_What you need to do:_ Search the records for "lane" and copy each line that holds it.

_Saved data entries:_
══════════

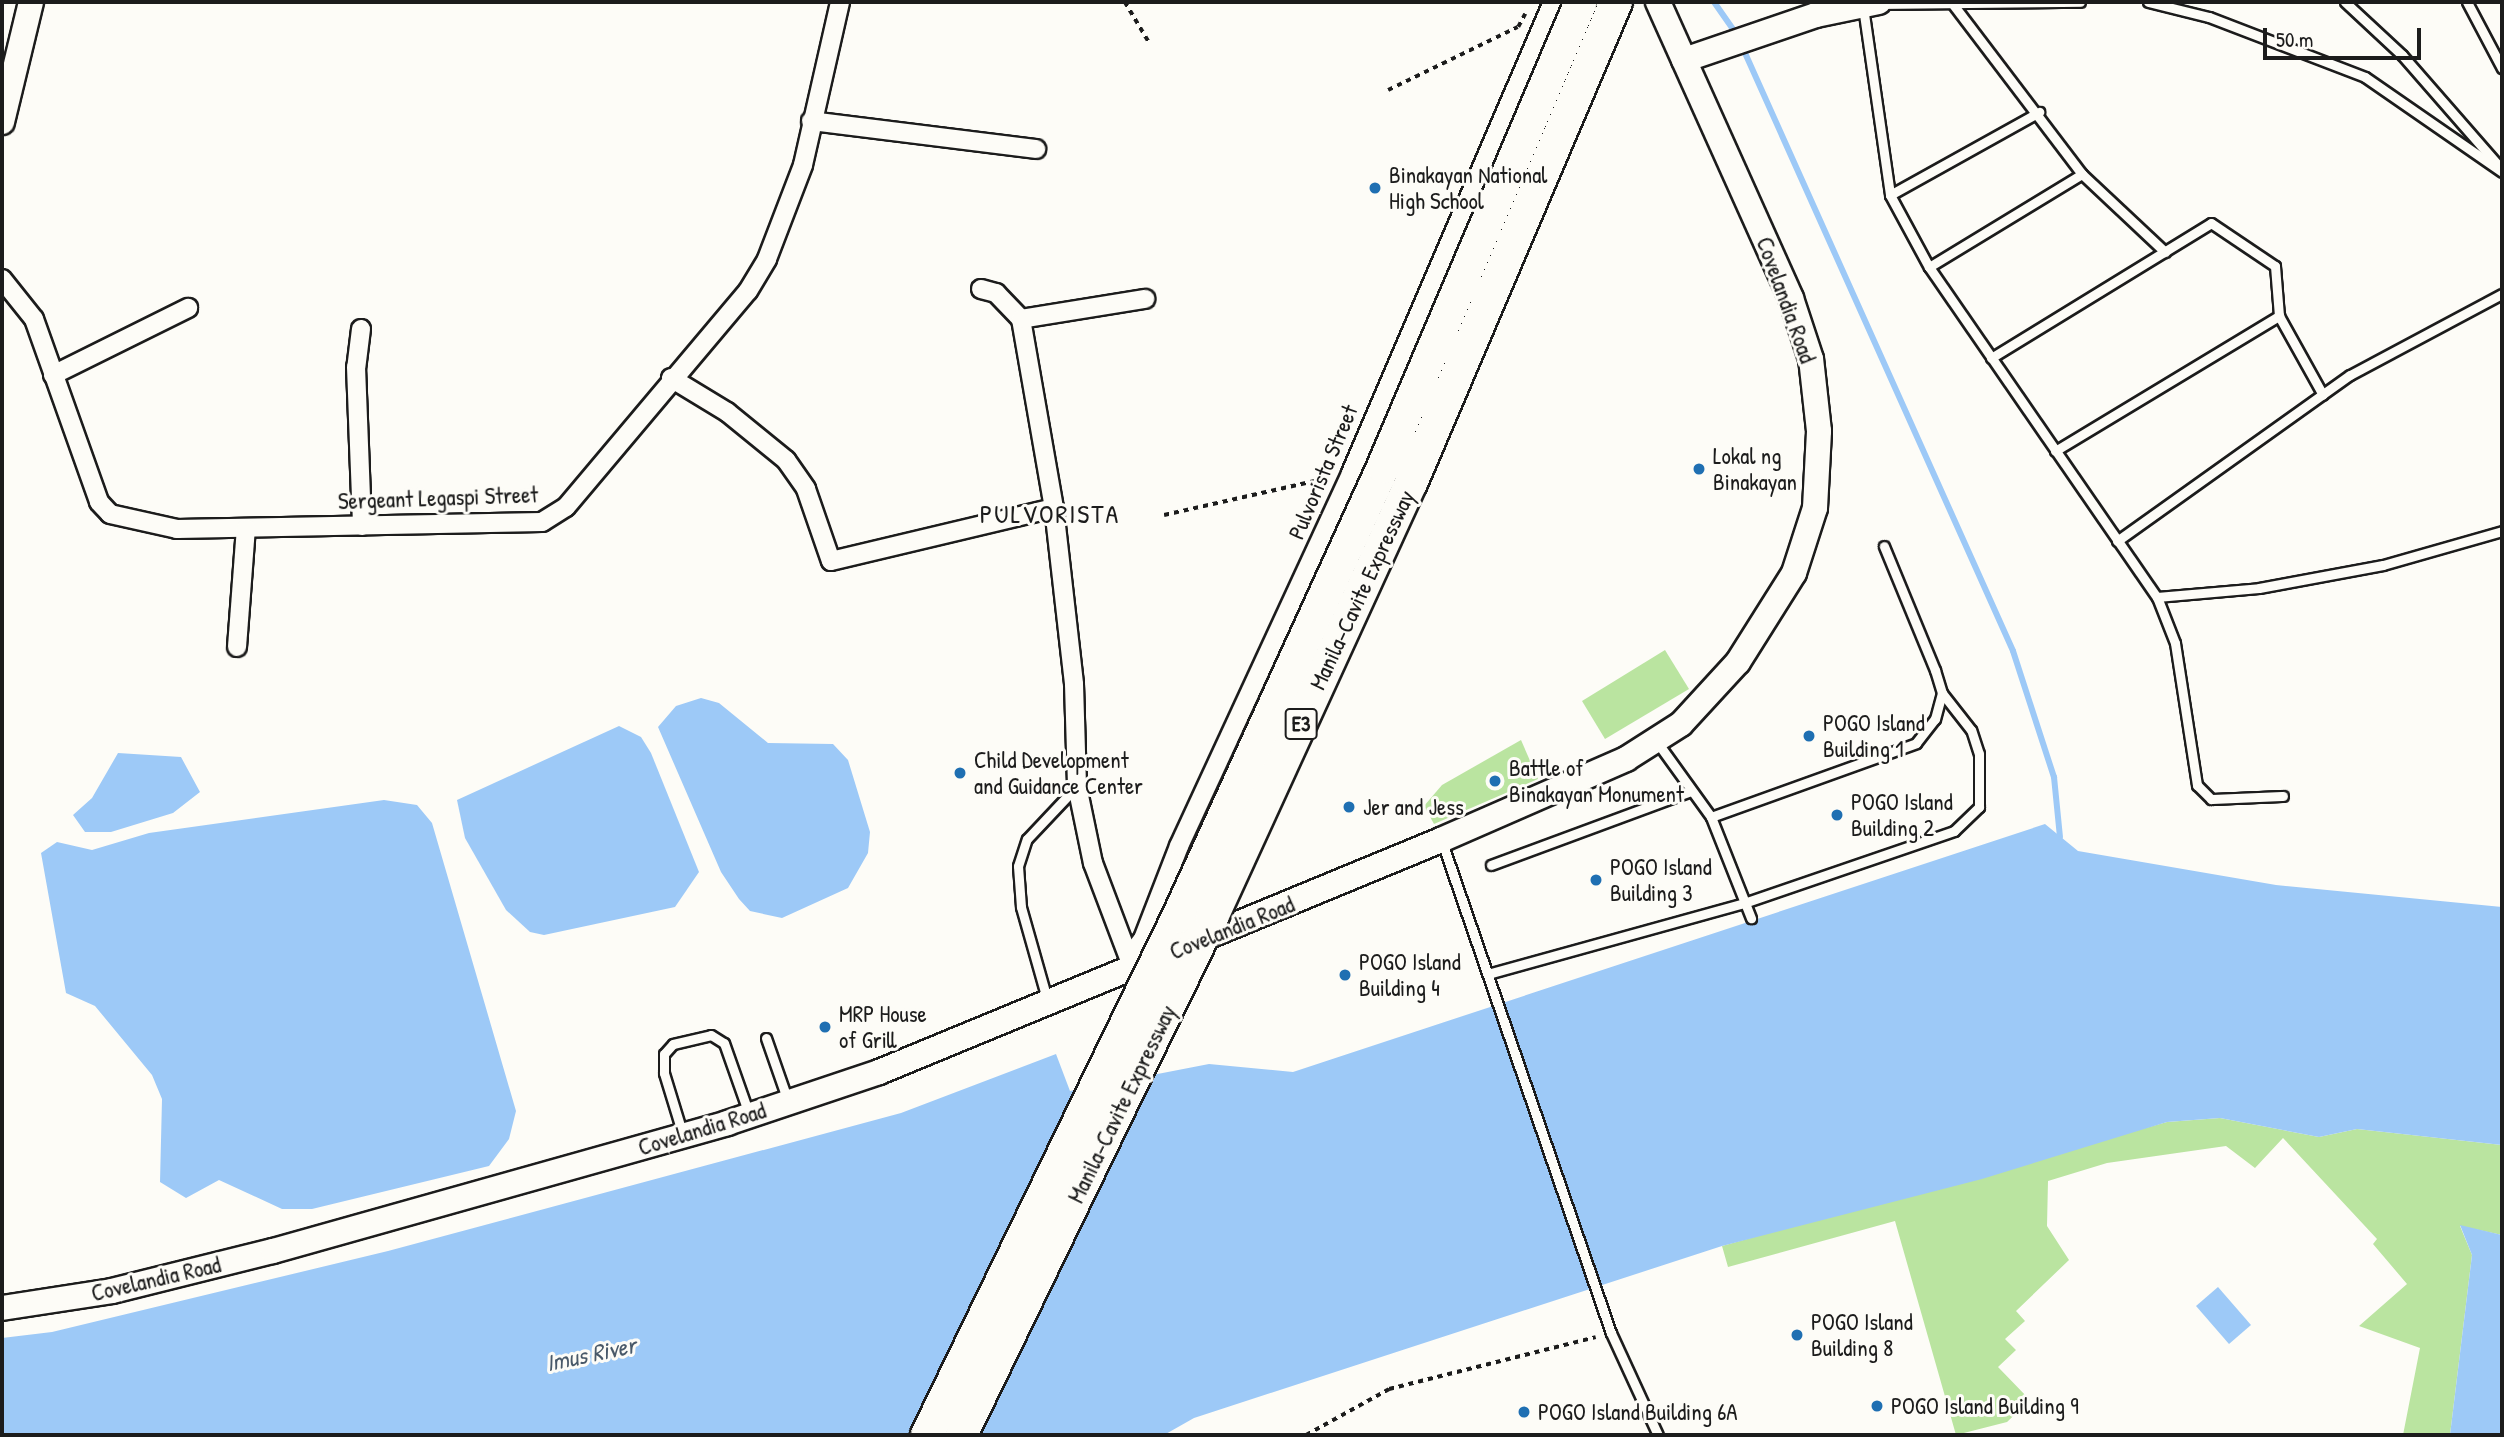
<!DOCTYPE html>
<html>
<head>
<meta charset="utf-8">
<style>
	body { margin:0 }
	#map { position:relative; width:2504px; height:1437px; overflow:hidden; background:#fdfcf7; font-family:"Patrick Hand",sans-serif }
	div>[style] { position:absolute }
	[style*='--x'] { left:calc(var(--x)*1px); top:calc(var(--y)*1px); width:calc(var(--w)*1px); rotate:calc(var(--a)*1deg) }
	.green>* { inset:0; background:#bae4a0 }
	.water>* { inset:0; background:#9dc9f7 }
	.stream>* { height:6px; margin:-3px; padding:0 3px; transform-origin:3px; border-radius:3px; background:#9dc9f7 }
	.path>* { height:3.5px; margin-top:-1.75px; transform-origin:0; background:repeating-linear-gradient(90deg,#1c1c1c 0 5px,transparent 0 10px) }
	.roads { filter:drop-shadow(2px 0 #1c1c1c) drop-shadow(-2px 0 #1c1c1c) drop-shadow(0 2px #1c1c1c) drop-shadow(0 -2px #1c1c1c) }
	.lane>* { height:9px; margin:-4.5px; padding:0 4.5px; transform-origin:4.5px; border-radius:4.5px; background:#fdfcf7 }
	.street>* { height:18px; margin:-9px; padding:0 9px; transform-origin:9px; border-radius:9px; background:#fdfcf7 }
	.secondary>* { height:24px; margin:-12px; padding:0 12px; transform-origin:12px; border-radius:12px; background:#fdfcf7 }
	.bridges { filter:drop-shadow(2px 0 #1c1c1c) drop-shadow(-2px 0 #1c1c1c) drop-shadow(0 2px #1c1c1c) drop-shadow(0 -2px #1c1c1c) }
	.highway-bridge>* { height:32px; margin:-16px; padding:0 16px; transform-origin:16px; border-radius:16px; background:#fdfcf7 }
	.dots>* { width:19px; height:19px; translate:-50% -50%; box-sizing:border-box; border:4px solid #fdfcf7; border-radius:50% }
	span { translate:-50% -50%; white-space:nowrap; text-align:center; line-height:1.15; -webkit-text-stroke:6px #fdfcf7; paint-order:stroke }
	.shield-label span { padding:2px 5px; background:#fdfcf7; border:2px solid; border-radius:5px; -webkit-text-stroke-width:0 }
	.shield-label { font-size:21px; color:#1c1c1c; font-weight:700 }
	.poi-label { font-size:23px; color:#1c1c1c }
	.left { translate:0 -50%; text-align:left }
	.street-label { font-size:23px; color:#1c1c1c }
	.water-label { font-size:24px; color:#495969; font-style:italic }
	.quarter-label { font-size:26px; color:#1c1c1c; letter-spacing:2px }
	.frame { position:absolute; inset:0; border:4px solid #1c1c1c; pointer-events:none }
	.scale { position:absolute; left:2263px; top:28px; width:158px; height:32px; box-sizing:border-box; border:4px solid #1c1c1c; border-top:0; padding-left:9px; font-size:21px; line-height:24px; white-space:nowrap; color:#1c1c1c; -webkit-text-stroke:5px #fdfcf7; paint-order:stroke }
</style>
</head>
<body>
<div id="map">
	<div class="green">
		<i style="clip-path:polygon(1665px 650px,1689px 689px,1605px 739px,1582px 701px)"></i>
		<i style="clip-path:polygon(1521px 740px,1538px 779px,1434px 824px,1424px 806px,1442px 785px)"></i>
		<i style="clip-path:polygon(2220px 1118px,2319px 1137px,2357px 1129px,2502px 1145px,2502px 1235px,2460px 1226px,2472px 1255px,2450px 1435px,2403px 1435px,2420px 1348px,2359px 1326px,2407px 1284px,2373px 1244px,2377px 1239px,2283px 1138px,2255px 1168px,2226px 1146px,2107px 1163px,2048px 1181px,2047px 1226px,2069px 1260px,2016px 1311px,2025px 1321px,2005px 1339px,2016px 1350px,1998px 1367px,2030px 1400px,2007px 1422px,1956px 1435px,1895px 1221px,1728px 1267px,1722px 1246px,2167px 1122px)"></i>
	</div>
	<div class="water">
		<i style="clip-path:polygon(701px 698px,719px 703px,768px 743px,833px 744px,848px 760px,870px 832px,868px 853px,848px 888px,782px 918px,750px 911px,739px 899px,721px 872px,658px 727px,676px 706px)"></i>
		<i style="clip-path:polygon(619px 726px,641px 737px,651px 753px,699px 872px,675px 907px,544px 935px,530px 932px,506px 910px,465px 838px,457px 800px)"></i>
		<i style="clip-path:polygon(118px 753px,181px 757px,200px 792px,173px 813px,111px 832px,85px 832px,73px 815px,92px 798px)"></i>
		<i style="clip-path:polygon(384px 800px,417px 805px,432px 823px,516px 1111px,509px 1139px,489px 1166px,312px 1209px,282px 1209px,219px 1180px,186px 1198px,160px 1182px,162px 1099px,152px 1075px,95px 1006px,66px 993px,41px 853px,57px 842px,92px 850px,149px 833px)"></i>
		<i style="clip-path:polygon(2045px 824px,2078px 851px,2276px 885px,2502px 907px,2502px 1145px,2357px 1129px,2319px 1137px,2220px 1118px,2167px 1122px,1982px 1179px,1722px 1246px,1194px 1418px,1164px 1435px,2px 1435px,2px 1338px,52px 1332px,388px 1251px,901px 1113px,1056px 1054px,1070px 1091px,1209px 1064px,1293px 1072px)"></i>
		<i style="clip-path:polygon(2460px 1225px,2502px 1235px,2502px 1435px,2450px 1435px,2472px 1255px)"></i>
		<i style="clip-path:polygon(2218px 1287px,2251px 1325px,2229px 1344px,2196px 1306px)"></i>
	</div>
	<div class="stream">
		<i style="--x:1714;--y:2;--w:40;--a:55.1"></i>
		<i style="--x:1741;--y:44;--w:665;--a:65.86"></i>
		<i style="--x:2013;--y:651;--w:133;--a:72"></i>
		<i style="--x:2054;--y:777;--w:60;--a:84.3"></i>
	</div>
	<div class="path">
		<i style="--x:1125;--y:2;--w:49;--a:59.2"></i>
		<i style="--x:1388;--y:90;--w:144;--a:-25.9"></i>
		<i style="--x:1518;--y:27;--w:15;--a:-62"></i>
		<i style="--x:1164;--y:515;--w:168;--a:-12.7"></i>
		<i style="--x:1306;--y:1435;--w:95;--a:-29"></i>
		<i style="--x:1389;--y:1389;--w:213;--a:-14.1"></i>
	</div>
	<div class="roads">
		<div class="lane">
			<i style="--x:2148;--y:2;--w:63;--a:13.8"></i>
			<i style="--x:2209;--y:17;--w:167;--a:21"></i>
			<i style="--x:2365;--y:77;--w:167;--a:34.7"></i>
			<i style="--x:2345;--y:2;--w:78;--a:42.9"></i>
			<i style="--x:2402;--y:55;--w:145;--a:48.9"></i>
			<i style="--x:2467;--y:2;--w:75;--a:62.1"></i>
			<i style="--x:1952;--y:3;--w:215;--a:52.8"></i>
			<i style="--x:2082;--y:174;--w:114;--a:43.2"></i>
			<i style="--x:1881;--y:4;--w:199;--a:-0.6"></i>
			<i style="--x:1863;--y:7;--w:190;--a:81.8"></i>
			<i style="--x:1890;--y:195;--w:82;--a:61.6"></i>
			<i style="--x:1929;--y:267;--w:401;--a:55.4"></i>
			<i style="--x:2157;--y:597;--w:49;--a:68.6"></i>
			<i style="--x:2175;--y:643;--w:144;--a:81.2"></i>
			<i style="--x:2197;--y:785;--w:20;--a:45"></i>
			<i style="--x:2211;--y:799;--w:72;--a:-2.4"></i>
			<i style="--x:1890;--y:195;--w:171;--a:-29.1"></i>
			<i style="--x:1929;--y:267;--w:179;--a:-31.3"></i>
			<i style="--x:1991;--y:358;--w:258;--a:-31.5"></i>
			<i style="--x:2211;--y:223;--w:77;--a:33.9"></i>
			<i style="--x:2275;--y:266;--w:50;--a:85.4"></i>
			<i style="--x:2279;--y:316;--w:90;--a:60.9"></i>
			<i style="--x:2055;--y:451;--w:262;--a:-31.1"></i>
			<i style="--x:2117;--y:541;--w:286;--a:-35.5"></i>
			<i style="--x:2350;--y:375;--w:172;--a:-28.1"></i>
			<i style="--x:2157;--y:597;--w:102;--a:-5"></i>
			<i style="--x:2259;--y:588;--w:126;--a:-10.5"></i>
			<i style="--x:2383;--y:565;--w:124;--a:-15.9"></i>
			<i style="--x:1657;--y:742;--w:92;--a:54.2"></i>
			<i style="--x:1711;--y:817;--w:109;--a:68.4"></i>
			<i style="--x:1711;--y:817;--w:218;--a:-19.8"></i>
			<i style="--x:1916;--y:743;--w:31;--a:-52"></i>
			<i style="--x:1935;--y:719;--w:27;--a:-75"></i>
			<i style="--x:1942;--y:693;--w:24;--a:-107"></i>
			<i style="--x:1935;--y:670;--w:134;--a:-112.4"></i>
			<i style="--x:1442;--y:842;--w:519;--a:71.01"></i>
			<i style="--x:1611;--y:1333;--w:112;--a:65.3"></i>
			<i style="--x:1491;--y:865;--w:213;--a:-20.3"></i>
			<i style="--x:1488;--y:974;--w:266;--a:-15.5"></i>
			<i style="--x:1744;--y:903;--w:222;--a:-18.9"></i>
			<i style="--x:1954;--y:831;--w:35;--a:-44"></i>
			<i style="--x:1979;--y:807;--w:53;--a:-90"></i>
			<i style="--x:1979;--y:754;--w:25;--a:-108"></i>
			<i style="--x:1971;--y:730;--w:47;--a:-128.1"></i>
			<i style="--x:1047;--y:999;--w:96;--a:-105.8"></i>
			<i style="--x:1021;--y:907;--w:41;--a:-94.2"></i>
			<i style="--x:1018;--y:866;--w:28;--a:-72"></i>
			<i style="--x:1027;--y:839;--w:73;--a:-46.7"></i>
			<i style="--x:766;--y:1038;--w:67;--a:70.8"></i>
			<i style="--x:682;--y:1132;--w:62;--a:-107"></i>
			<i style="--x:664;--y:1073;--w:19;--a:-90"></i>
			<i style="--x:664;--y:1054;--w:13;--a:-48"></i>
			<i style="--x:673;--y:1044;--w:39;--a:-13"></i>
			<i style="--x:711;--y:1035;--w:15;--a:32"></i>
			<i style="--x:724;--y:1043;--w:75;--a:70.6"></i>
		</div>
		<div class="street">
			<i style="--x:811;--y:121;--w:227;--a:7.1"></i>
			<i style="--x:2;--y:279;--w:51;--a:51.3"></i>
			<i style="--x:34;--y:319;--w:194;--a:70.4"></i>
			<i style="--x:99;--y:502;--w:16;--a:47"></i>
			<i style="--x:110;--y:514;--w:69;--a:12.6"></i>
			<i style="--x:177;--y:529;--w:365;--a:-1.1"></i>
			<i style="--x:542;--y:522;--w:28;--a:-32"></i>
			<i style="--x:566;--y:507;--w:282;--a:-49.9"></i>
			<i style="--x:748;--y:291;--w:37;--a:-59"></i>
			<i style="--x:767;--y:259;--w:101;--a:-69"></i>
			<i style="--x:803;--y:165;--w:167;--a:-77.2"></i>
			<i style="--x:981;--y:289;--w:16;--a:15"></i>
			<i style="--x:996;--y:293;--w:36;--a:46"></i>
			<i style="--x:1021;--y:319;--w:192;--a:80.1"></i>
			<i style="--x:1021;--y:319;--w:126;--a:-9.2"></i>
			<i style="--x:361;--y:329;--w:38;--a:97"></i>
			<i style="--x:356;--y:367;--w:159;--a:87.8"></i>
			<i style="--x:53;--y:375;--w:151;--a:-26.4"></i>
			<i style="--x:671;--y:378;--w:66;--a:31.3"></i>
			<i style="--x:727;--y:412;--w:76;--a:39.1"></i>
			<i style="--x:786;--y:460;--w:35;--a:55"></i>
			<i style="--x:806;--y:489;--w:76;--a:70.9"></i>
			<i style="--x:831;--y:561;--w:229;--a:-13.4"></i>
			<i style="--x:1054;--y:508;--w:177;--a:83.5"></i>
			<i style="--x:1074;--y:684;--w:102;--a:88.3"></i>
			<i style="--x:1077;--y:786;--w:79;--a:78.3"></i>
			<i style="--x:1093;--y:863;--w:110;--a:69.3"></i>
			<i style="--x:237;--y:647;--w:119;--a:-85.7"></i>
			<i style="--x:1129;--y:957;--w:23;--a:-52"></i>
			<i style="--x:1143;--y:939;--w:100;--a:-68.8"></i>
			<i style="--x:1179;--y:846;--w:411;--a:-65.2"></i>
			<i style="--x:1351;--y:473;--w:512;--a:-66.79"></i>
		</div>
		<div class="secondary">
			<i style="--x:1684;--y:60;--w:139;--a:-18.8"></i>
			<i style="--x:1816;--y:15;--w:64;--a:-11.7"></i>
			<i style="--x:2;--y:122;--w:123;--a:-76.4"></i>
			<i style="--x:2;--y:1308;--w:111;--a:-8.8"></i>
			<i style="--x:112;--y:1291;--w:166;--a:-14"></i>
			<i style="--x:273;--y:1251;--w:472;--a:-15.7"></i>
			<i style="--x:727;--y:1123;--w:160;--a:-18.5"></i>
			<i style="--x:879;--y:1072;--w:608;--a:-22.43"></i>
			<i style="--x:1441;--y:840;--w:202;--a:-23.6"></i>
			<i style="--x:1626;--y:759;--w:65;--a:-32.5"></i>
			<i style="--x:1681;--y:724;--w:84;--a:-47.4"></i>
			<i style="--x:1738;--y:662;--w:105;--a:-57.8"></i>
			<i style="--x:1794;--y:573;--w:68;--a:-72.1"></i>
			<i style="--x:1815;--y:508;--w:77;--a:-87"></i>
			<i style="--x:1819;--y:431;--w:72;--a:-96.3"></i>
			<i style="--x:1811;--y:359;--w:64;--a:-108.2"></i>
			<i style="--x:1791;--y:298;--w:325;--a:-114.2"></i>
		</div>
	</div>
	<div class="bridges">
		<div class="highway-bridge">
			<i style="--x:927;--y:1435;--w:576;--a:-64.15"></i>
			<i style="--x:1178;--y:917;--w:494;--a:-65.5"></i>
			<i style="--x:1383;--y:467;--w:505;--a:-66.94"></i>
			<i style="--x:961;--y:1435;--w:576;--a:-64.15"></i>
			<i style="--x:1212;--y:917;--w:477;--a:-65.4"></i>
			<i style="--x:1411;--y:483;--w:523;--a:-66.92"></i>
		</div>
	</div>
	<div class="dots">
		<i style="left:1375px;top:188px;background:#1f6fb2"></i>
		<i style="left:1699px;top:469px;background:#1f6fb2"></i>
		<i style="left:1809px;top:736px;background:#1f6fb2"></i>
		<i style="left:960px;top:773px;background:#1f6fb2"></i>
		<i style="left:1495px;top:781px;background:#1f6fb2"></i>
		<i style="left:1349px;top:807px;background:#1f6fb2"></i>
		<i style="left:1837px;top:815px;background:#1f6fb2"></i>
		<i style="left:1596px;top:880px;background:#1f6fb2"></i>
		<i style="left:1345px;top:975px;background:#1f6fb2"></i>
		<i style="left:825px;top:1027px;background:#1f6fb2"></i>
		<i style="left:1797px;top:1335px;background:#1f6fb2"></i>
		<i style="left:1877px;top:1406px;background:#1f6fb2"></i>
		<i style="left:1524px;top:1412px;background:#1f6fb2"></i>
	</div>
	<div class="shield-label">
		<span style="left:1301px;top:724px">E3</span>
	</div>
	<div class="poi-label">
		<span class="left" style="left:1389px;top:188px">Binakayan National<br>High School</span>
		<span class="left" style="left:1713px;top:469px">Lokal ng<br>Binakayan</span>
		<span class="left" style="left:1823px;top:736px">POGO Island<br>Building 1</span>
		<span class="left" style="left:974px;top:773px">Child Development<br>and Guidance Center</span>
		<span class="left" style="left:1509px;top:781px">Battle of<br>Binakayan Monument</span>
		<span class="left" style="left:1851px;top:815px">POGO Island<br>Building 2</span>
		<span class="left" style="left:1363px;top:807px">Jer and Jess</span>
		<span class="left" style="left:1610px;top:880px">POGO Island<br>Building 3</span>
		<span class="left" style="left:1359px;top:975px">POGO Island<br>Building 4</span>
		<span class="left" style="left:839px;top:1027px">MRP House<br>of Grill</span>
		<span class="left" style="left:1811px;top:1335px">POGO Island<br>Building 8</span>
		<span class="left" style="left:1891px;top:1406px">POGO Island Building 9</span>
		<span class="left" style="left:1538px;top:1412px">POGO Island Building 6A</span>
	</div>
	<div class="street-label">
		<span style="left:1786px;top:300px;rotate:70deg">Covelandia Road</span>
		<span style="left:1323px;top:472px;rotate:-67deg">Pulvorista Street</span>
		<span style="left:438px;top:498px;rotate:-2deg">Sergeant Legaspi Street</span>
		<span style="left:1362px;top:590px;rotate:-65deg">Manila–Cavite Expressway</span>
		<span style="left:1232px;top:928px;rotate:-22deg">Covelandia Road</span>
		<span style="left:1122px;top:1104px;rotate:-64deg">Manila–Cavite Expressway</span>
		<span style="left:702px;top:1129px;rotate:-17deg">Covelandia Road</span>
		<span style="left:156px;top:1279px;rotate:-13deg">Covelandia Road</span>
	</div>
	<div class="water-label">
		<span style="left:591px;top:1354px;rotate:-12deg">Imus River</span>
	</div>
	<div class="quarter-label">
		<span style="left:1050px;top:514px">PULVORISTA</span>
	</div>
	<div class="frame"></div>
	<div class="scale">50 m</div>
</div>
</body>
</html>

══════════

_Answer space:_
	.lane>* { height:9px; margin:-4.5px; padding:0 4.5px; transform-origin:4.5px; border-radius:4.5px; background:#fdfcf7 }
		<div class="lane">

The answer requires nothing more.